1. What are the three levels of prevention in primary care and how do they apply to

individuals across the lifespan and families? Provide an example for each level.

- The three levels of prevention are primary, secondary and tertiary. Primary

prevention aims to prevent disease or injury before it occurs by reducing risk

factors or enhancing protective factors. For example, immunization, health

education, family planning, etc. Secondary prevention aims to detect and treat

disease or injury early, before it causes significant morbidity or mortality. For

example, screening tests, early diagnosis, treatment, referral, etc. Tertiary

prevention aims to reduce the impact of disease or injury that has already

occurred by restoring function, preventing complications and improving quality of

life. For example, rehabilitation, palliative care, chronic disease management, etc.
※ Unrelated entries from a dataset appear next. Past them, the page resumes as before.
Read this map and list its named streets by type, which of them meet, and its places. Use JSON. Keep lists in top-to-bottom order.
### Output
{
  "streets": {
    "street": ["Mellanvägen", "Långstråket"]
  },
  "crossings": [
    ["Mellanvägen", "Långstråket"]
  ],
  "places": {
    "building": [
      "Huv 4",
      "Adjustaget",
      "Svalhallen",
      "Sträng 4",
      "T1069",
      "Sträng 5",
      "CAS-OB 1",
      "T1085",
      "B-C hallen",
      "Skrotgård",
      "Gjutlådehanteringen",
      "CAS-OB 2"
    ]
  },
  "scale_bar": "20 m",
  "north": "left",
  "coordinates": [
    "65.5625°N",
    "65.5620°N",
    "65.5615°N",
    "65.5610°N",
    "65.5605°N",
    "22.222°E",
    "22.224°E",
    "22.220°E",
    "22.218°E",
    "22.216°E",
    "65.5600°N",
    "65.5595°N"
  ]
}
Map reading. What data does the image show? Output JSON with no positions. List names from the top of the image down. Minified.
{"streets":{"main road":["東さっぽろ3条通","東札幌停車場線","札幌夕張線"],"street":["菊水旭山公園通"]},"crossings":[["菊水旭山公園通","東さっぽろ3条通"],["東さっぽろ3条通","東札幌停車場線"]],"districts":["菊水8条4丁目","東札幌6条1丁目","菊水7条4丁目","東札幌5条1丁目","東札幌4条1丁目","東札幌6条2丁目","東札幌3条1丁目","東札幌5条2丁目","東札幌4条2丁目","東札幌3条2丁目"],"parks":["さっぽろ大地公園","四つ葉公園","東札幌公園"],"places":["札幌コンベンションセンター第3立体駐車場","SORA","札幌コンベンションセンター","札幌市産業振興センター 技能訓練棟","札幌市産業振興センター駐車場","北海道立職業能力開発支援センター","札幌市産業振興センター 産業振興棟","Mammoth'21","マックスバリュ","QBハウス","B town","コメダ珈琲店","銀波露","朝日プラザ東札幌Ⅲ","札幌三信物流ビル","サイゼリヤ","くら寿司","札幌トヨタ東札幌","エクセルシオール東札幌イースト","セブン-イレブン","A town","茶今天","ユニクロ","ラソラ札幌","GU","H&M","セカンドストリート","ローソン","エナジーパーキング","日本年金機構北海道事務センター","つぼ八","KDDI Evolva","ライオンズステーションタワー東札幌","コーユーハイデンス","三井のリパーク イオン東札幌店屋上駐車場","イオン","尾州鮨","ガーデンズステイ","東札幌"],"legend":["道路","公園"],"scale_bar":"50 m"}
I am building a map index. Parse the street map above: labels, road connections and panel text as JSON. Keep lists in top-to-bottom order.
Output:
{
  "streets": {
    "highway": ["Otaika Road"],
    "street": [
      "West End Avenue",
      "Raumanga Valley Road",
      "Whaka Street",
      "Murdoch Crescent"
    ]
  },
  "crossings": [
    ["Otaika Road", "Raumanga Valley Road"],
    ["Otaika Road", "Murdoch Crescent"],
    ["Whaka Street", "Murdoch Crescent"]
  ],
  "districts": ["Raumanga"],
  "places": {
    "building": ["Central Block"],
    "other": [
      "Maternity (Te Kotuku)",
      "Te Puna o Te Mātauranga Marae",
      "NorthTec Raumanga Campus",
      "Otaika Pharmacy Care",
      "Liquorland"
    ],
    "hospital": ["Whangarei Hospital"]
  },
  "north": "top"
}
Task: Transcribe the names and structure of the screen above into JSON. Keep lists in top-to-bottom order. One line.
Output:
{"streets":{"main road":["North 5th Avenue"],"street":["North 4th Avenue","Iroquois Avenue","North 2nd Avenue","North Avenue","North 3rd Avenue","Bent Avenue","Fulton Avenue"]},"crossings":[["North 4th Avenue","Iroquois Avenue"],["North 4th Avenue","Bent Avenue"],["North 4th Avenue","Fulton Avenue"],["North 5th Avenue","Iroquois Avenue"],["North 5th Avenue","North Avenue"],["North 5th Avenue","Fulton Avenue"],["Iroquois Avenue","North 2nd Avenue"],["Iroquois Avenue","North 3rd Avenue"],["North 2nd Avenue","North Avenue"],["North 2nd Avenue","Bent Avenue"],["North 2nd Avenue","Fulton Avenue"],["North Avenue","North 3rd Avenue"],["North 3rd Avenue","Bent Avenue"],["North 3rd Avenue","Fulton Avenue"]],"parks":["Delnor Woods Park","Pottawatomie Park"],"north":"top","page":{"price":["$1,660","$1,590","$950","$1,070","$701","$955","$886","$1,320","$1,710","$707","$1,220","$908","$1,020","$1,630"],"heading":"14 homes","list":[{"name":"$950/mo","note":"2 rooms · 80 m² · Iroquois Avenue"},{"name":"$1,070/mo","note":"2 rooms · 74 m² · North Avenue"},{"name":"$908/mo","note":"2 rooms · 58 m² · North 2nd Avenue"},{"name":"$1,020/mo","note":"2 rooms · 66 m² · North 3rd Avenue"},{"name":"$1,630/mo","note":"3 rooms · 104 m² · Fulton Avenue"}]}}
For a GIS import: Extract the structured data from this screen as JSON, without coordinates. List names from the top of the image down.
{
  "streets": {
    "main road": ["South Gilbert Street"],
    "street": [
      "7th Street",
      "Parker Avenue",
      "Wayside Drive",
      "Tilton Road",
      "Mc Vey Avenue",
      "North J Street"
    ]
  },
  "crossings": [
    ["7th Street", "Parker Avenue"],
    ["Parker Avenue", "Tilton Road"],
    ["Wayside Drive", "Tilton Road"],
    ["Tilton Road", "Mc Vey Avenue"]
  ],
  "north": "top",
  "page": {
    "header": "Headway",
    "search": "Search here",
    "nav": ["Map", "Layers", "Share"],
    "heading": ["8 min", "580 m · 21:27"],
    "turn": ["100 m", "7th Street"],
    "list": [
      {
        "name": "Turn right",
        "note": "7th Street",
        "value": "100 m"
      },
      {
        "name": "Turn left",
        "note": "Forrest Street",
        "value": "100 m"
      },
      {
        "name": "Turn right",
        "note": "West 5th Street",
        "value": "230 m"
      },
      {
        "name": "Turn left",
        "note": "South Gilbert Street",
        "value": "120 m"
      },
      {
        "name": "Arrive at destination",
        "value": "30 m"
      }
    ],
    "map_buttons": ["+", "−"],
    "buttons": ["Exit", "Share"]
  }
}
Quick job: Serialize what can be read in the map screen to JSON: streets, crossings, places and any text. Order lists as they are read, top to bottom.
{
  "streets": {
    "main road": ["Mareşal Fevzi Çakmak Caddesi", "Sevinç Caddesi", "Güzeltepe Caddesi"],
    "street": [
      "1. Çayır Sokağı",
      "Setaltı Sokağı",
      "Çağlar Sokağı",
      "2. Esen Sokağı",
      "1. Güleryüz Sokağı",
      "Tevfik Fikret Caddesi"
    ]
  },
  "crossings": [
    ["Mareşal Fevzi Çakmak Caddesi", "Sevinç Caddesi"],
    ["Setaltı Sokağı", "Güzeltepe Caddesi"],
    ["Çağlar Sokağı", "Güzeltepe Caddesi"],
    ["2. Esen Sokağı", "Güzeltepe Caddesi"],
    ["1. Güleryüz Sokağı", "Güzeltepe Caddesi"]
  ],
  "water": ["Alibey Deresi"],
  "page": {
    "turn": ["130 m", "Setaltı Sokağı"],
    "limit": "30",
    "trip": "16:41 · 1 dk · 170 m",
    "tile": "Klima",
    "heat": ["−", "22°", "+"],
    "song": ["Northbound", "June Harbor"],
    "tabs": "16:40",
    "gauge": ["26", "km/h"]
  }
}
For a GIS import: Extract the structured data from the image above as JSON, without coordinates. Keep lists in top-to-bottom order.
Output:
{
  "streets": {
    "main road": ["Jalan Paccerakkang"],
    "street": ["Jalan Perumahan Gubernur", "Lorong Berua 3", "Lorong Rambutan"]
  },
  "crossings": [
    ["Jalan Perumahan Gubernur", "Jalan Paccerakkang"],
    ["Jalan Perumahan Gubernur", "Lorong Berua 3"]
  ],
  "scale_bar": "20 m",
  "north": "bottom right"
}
2. What are the four main components of a comprehensive health history and what

information should be obtained for each component? Explain why each

component is important for primary care.

- The four main components of a comprehensive health history are biographical data,

reason for visit, present illness and past medical history. Biographical data include

basic information about the patient such as name, age, gender, marital status,

occupation, etc. This helps to establish rapport and identify demographic factors

that may influence health status or access to care. Reason for visit includes the

chief complaint or the main reason why the patient seeks care. This helps to focus

the history and prioritize the most urgent or relevant issues. Present illness

includes a detailed description of the symptoms, onset, duration, frequency,

severity, location, radiation, quality, aggravating and relieving factors, associated

symptoms and treatments related to the chief complaint. This helps to elicit a

comprehensive picture of the patient's current condition and formulate a

differential diagnosis. Past medical history includes information about previous

illnesses, surgeries, hospitalizations, allergies, medications, immunizations, family

history and social history. This helps to identify risk factors, comorbidities, genetic

predispositions and lifestyle behaviors that may affect the patient's current or

future health.


3. What are the five vital signs that should be measured and recorded for every

patient in primary care? What are the normal ranges for each vital sign and what

are some possible causes of abnormal values?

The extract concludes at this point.